The following steps are performed for the target UEs:

• The LIPF provisions the LMISF-IRI, MDF2 and MDF3 (over LI_X1 interface) with the IMS target information.
• When the received user plane packets from the BBIFF-U represent IMS signalling messages associated with a target, the LMISF-IRI generates the xIRI and delivers them to the MDF2 over the LI_X2 interface.
• Upon identifying that IMS signalling messages are associated with a target that requires CC interception, the LMISF-IRI instructs the BBIFF-C (over LI_T1 interface) that the user plane packets that represent associated IMS media (i.e. from the IMS media channel associated with the IMS signalling channel) are to be delivered to LMISF-CC.
• The BBIFF-C instructs the BBIFF-U (over LI_T3 interface) to deliver user plane packets that represent the associated IMS media to the LMISF-CC.
• The BBIFF-U delivers the indicated user plane packets that represent the IMS media to the LMISF-CC (over LI_X3_LITE_M interface). The LMISF-CC generates xCC from the received IMS media related user plane packets and delivers them to the MDF3 over LI_X3 interface along with the information that correlates the xCC with the xIRI.
• When all IMS sessions for a target UE have ended, LMISF-IRI instructs the BBIFF-C (over LI_T1 interface) to stop the delivery of IMS media related user plane packets. Upon receiving such a notification, the BBIFF-C instructs the BBIFF-U (over LI_T3 interface) to stop the delivery of the IMS media related user plane packets to the LMISF-CC.
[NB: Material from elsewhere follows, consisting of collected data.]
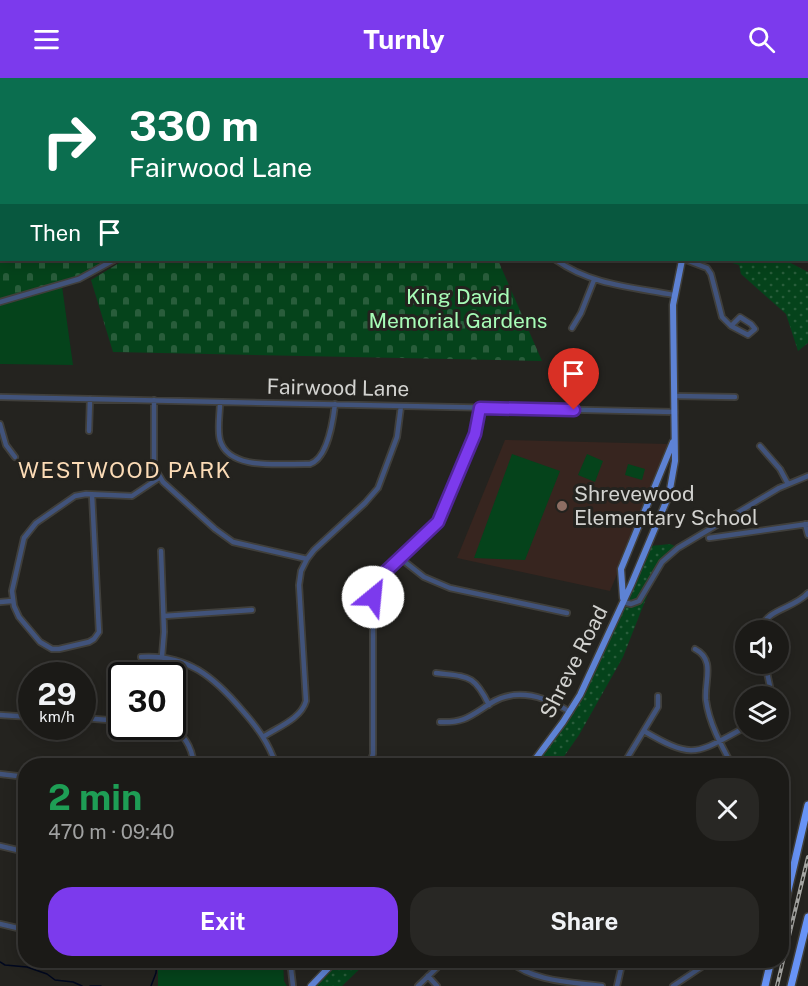 <!DOCTYPE html>
<meta charset="utf-8">
<style>
:root{--surface:#1b1a17;--page:#282724;--text:#f1f3f6;--muted:#a0a1a1;--line:#393836;--accent:#7c3aed}
body{margin:0;font-family:"Public Sans",sans-serif;background:var(--page);color:var(--text);height:100vh;display:flex;flex-direction:column;font-size:22px;white-space:nowrap}
*{box-sizing:border-box;margin:0}
p{font-size:20px;color:var(--muted)}
.icon{flex:none;width:33px;height:33px;fill:none;stroke:currentColor;stroke-width:2;stroke-linecap:round;stroke-linejoin:round}
.map{position:relative;flex:1;overflow:hidden}
.side{position:absolute;left:18px;top:680px;width:771px;height:210px;display:flex;flex-direction:column;background:var(--surface);border-radius:24px;box-shadow:0 3px 15px #0003,0 0 0 2px var(--line)}
.side>*{flex:none}
.top-card{position:absolute;left:0px;top:0px;width:808px;height:183px;box-shadow:0 3px 15px #0003,0 0 0 2px var(--line);background:#0b6e4f;color:#fff;overflow:hidden}
.controls{position:absolute;left:735px;top:542px;display:grid;gap:12px}
.controls a{display:grid;place-items:center;width:54px;height:54px;border-radius:50%;background:var(--surface);box-shadow:0 3px 15px #0003,0 0 0 2px var(--line);font-size:30px}
.speed{position:absolute;left:18px;top:584px;display:flex;gap:12px;font-size:30px;font-weight:700;text-align:center}
.speed>*{display:grid;place-content:center;width:78px;height:78px;border-radius:50%;background:var(--surface);box-shadow:0 3px 15px #0003,0 0 0 2px var(--line);line-height:1}
.speed small{font-size:15px;font-weight:400}
.speed .limit{border:3px solid #111;border-radius:9px;background:#fff;color:#111}
.pin{position:absolute;display:grid;place-items:center;width:51px;height:51px;color:#fff;margin:-62px -26px;border-radius:50% 50% 50% 0;rotate:-45deg;box-shadow:0 0 6px #0007}
.pin .icon{rotate:45deg}
.me{position:absolute;width:66px;margin:-33px;rotate:28deg;stroke-linejoin:round;filter:drop-shadow(0 0 4px #0008)}
.turn{display:flex;align-items:center;gap:21px;height:126px;padding:0 30px;font-size:27px}
.turn .icon{width:78px;height:78px;stroke-width:2.5}
.turn b{display:block;font-size:42px;line-height:51px}
.then{display:flex;align-items:center;height:57px;padding:0 30px;background:#0003;gap:12px;font-size:22px}
.round{display:grid;place-items:center;flex:none;width:63px;height:63px;border-radius:24px;background:var(--page)}
.summary{display:flex;align-items:center;justify-content:space-between;height:102px;padding:0 30px}
h1{font-size:36px;font-weight:700;line-height:45px;color:#1e9e55}
.cta{display:flex;gap:12px;margin-top:auto;padding:12px 30px}
.cta a{flex:1;height:69px;border-radius:24px;background:var(--accent);color:#fff;font-size:24px;font-weight:700;line-height:69px;text-align:center}
.cta a+a{background:var(--page);color:var(--text)}
header{display:flex;justify-content:space-between;align-items:center;height:78px;padding:0 30px;background:var(--accent);color:#fff;font-size:27px;font-weight:700}
.map>svg:first-child{display:block}
.education{fill:#37251f}
.grass{fill:url(#grass-dots)}
.cemetery{fill:url(#cemetery-stones)}
.park{fill:#05431b}
.lines{fill:none;stroke-linecap:round;stroke-linejoin:round}
.stream{stroke:#00081f;stroke-width:1.5}
.minor-casing{stroke:#403f3b;stroke-width:8}
.major-casing{stroke:#403f3b;stroke-width:9}
.highway-casing{stroke:#403f3b;stroke-width:10}
.minor{stroke:#41537b;stroke-width:4.5}
.major{stroke:#5d82d4;stroke-width:6}
.highway{stroke:#6894f7;stroke-width:7}
.rail-casing{stroke:#a6a6a3;stroke-width:4}
.rail{stroke:#24231f;stroke-width:1.5;stroke-dasharray:4.5;stroke-linecap:butt}
.route-casing{stroke:#51269a;stroke-width:15}
.route{stroke:#7c3aed;stroke-width:10}
.education-dot{fill:#8d6e63;stroke:#24231f;stroke-width:2}
.labels{text-anchor:middle;stroke-width:6;stroke-linejoin:round;paint-order:stroke}
.park-label{font-size:21px;fill:#a7fcb7;stroke:#24231f}
.street-label{font-size:21px;fill:#d2d2cf;stroke:#24231f}
.poi-label{font-size:21px;fill:#d2d2cf;stroke:#24231f;text-anchor:start}
.neighbourhood-label{font-size:22px;letter-spacing:1.5px;fill:#fbdbb6;stroke:#24231f}
</style>
<header><svg class="icon" aria-label="menu" viewBox="0 0 24 24"><path d="M4 6h16M4 12h16M4 18h16"/></svg>Turnly<svg class="icon" aria-label="search" viewBox="0 0 24 24"><circle cx="10" cy="10" r="6"/><path d="M15 15l6 6"/></svg></header>
<div class="map">
<svg width="808" height="908" viewBox="0 0 808 908">
<defs>
<pattern id="grass-dots" width="8" height="8" patternUnits="userSpaceOnUse" patternTransform="scale(1.5)"><rect width="8" height="8" fill="#05431b"/><path d="M2 2h.1M6 6h.1" fill="none" stroke="#295d3b" stroke-width="1.8" stroke-linecap="round"/></pattern>
<pattern id="cemetery-stones" width="16" height="16" patternUnits="userSpaceOnUse" patternTransform="scale(1.5)"><rect width="16" height="16" fill="#05431b"/><path d="M2 7V4a2 2 0 0 1 4 0v3zM10 15v-3a2 2 0 0 1 4 0v3z" fill="#295d3b"/></pattern>
</defs>
<rect width="100%" height="100%" fill="#24231f"/>
<!-- education -->
<path class="education" d="M505,362L667,366L661,392L610,513L457,480Z"/>
<!-- grass -->
<path class="grass" d="M722,182H785L808,194V265L798,273L786,236L741,196L739,187Z
M670,466L675,468L662,481L640,519L647,518L623,579L579,657L558,687H534L580,621L630,520L629,518L650,468Z
M340,882H369L342,908H315Z"/>
<!-- cemetery -->
<path class="cemetery" d="M0,0L120,1L2,2V182H106L82,197L0,221Z
M155,0H395L396,1H152Z
M124,182H498L542,283L113,274L91,202Z"/>
<!-- park -->
<path class="park" d="M62,208L73,287L0,286V226Z
M512,376L560,393L525,482L474,480Z
M587,376L603,383L595,404L578,397Z
M628,386L645,391L642,402L625,397Z
M158,882H283L284,903L287,908H158Z"/>
<g class="lines">
<!-- stream -->
<path class="stream" d="M560,0L561,2
M0,884L5,887L27,889L47,896L55,902L73,904L82,908
M90,908H101
M151,908L156,895L157,882"/>
<defs>
<path id="minor" d="M126,0V2
M486,0L488,2
M625,0L626,2
M762,0L766,2
M676,2L679,0
M807,18H808
M807,152L808,153
M556,182C591,207 632,209 674,217
M686,182L707,190L711,196L722,239L731,248
M0,224L79,201L114,182
M740,239L751,246L755,251L748,257L731,248Z
M572,250L581,235L594,202
M675,318L735,319
M0,319L675,334
M154,322V389L163,404L215,451L233,464L307,481
M220,324C220,336 217,351 220,362C229,394 284,385 310,386C328,380 333,343 335,326
M0,346L6,367L15,379
M89,353L90,321
M760,368L780,391L788,406
M92,417L99,554L94,561L89,564L59,571H52L40,564L19,539L14,528L12,513L24,460L36,445L75,418L86,416L132,418L159,400
M805,446L808,457
M709,460L808,446
M161,473L164,554L162,578
M400,480L424,499L450,510L567,535
M0,524L12,523
M623,524L631,526L639,523L662,484L678,470L779,410L808,398
M164,538L252,532
M760,552C767,530 794,531 808,515
M695,571C716,582 704,603 706,622C709,645 721,667 732,687
M141,579C187,576 214,599 242,632C257,649 269,665 276,687
M765,585L772,618
M436,595C468,599 474,596 489,627
M0,637L32,639
M82,640L122,643
M440,644C465,645 470,638 491,625C517,609 546,619 570,634
M169,648C185,656 192,669 194,687
M644,653C695,683 696,675 746,649
M263,659C278,649 301,641 306,623L299,507L301,493L307,481L314,472L365,425L378,410L397,359L401,328
M369,687L373,676V519L375,510L382,497L438,444L475,356L480,330
M623,687L658,629V618
M0,696L26,699
M0,768L26,774
M0,846L26,852
M290,882L293,908
M508,882C533,904 571,904 602,908
M428,898L437,908
M418,908L445,882
M617,908L623,882
M673,908L712,882"/>
<path id="major" d="M734,2L735,0
M623,520L621,491L673,364
M531,687L563,644L580,617L631,507L669,417L675,383L673,227L682,182
M311,908L336,882"/>
<path id="highway" d="M782,838L808,727
M765,908L771,882
M791,908L808,839"/>
</defs>
<!-- minor casing -->
<use href="#minor" class="minor-casing"/>
<!-- major casing -->
<use href="#major" class="major-casing"/>
<!-- highway casing -->
<use href="#highway" class="highway-casing"/>
<!-- minor -->
<use href="#minor" class="minor"/>
<!-- major -->
<use href="#major" class="major"/>
<!-- highway -->
<use href="#highway" class="highway"/>
<defs>
<path id="rail" d="M777,908L808,779"/>
</defs>
<!-- rail casing -->
<use href="#rail" class="rail-casing"/>
<!-- rail -->
<use href="#rail" class="rail"/>
</g>
<g class="lines">
<defs>
<path id="route" d="M373,519L375,510L382,497L438,444L475,356L480,330L574,332"/>
</defs>
<!-- route casing -->
<use href="#route" class="route-casing"/>
<!-- route -->
<use href="#route" class="route"/>
</g>
<!-- markers -->
<circle class="education-dot" cx="562" cy="428" r="6"/>
<g class="labels">
<!-- park labels -->
<g class="park-label">
<text x="458" y="226">King David<tspan x="458" dy="24">Memorial Gardens</tspan></text>
</g>
<!-- street labels -->
<g class="street-label">
<text transform="translate(338 310) rotate(1)" y="7">Fairwood Lane</text>
<text transform="translate(574 584) rotate(-63)" y="7">Shreve Road</text>
</g>
<!-- poi labels -->
<g class="poi-label">
<text x="574" y="423">Shrevewood<tspan x="574" dy="24">Elementary School</tspan></text>
</g>
<!-- neighbourhood labels -->
<g class="neighbourhood-label">
<text x="125" y="400">WESTWOOD PARK</text>
</g>
</g>
</svg>
<div class="controls">
<a><svg class="icon" aria-label="sound" viewBox="0 0 24 24"><path d="M4 9h4l5-4v14l-5-4H4zM17 9q2 3 0 6"/></svg></a>
<a><svg class="icon" aria-label="layers" viewBox="0 0 24 24"><path d="M12 4l9 5-9 5-9-5zM3 14l9 5 9-5"/></svg></a>
</div>
<div class="speed"><div>29<small>km/h</small></div><div class="limit">30</div></div>
<div class="pin" style="left:574px;top:332px;background:#d93025"><svg class="icon" aria-label="arrive" viewBox="0 0 24 24"><path d="M6 21V4h12l-3 4 3 4H6"/></svg></div>
<svg class="me" style="left:373px;top:519px" viewBox="-20 -20 40 40"><circle r="19" fill="#fff"/><path d="M0-13L10 11 0 6-10 11z" fill="#7c3aed"/></svg>
<div class="top-card">
<div class="turn"><svg class="icon" aria-label="right" viewBox="0 0 24 24"><path d="M7 20v-9h11M14 6l5 5-5 5"/></svg><div><b>330 m</b>Fairwood Lane</div></div>
<div class="then">Then<svg class="icon" aria-label="arrive" viewBox="0 0 24 24"><path d="M6 21V4h12l-3 4 3 4H6"/></svg></div>
</div>
<section class="side">
<div class="summary"><div><h1>2 min</h1><p>470 m · 09:40</p></div><a class="round"><svg class="icon" aria-label="close" viewBox="0 0 24 24"><path d="M6 6l12 12M18 6L6 18"/></svg></a></div>
<div class="cta"><a>Exit</a><a>Share</a></div>
</section>
</div>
The LMISF-IRI stores the IMS signalling messages received from the BBIFF-U for a potential future LI activation (i.e. mid-call interception). Furthermore, the xCC generated from the IMS media related user plane packets may be associated with different session-legs, and hence may have different correlation numbers. When the inbound roaming UE deregisters for the IMS signalling (i.e. with HPLMN), the LMISF shall ensure that deregistration is mirrored in its own maintained state for that UE.

During a session that involves the target UE, the network function associated with the BBIFF-C, or the BBIFF U can change. The lawful interception of IMS sessions involving a target shall continue when such a relocation happens. The xIRI and xCC delivered before and after the relocation shall be correlated. To support the continued interception of IMS sessions, the BBIFF-C in the new network function notifies the LMISF-IRI (over LI_X2_LITE interface) that a BBIFF relocation has occurred. The LMISF-IRI provides the following functions to support the continued and correlated interception of CC:

• When a notification is received from the BBIFF-C that a BBIFF relocation has occurred, examine to see whether any IMS session is setup for the UE and is being intercepted.
• If an intercepted IMS session is setup, examine to see whether a CC interception for that IMS session is required.
• If the intercepted IMS session requires CC interception, inform the new BBIFF-C (over the LI_T1 interface) with an instruction that the user plane packets that represent associated IMS media are to be delivered to LMISF-CC.

Further handling of CC interception is as defined in clause 7.4.7.4.11.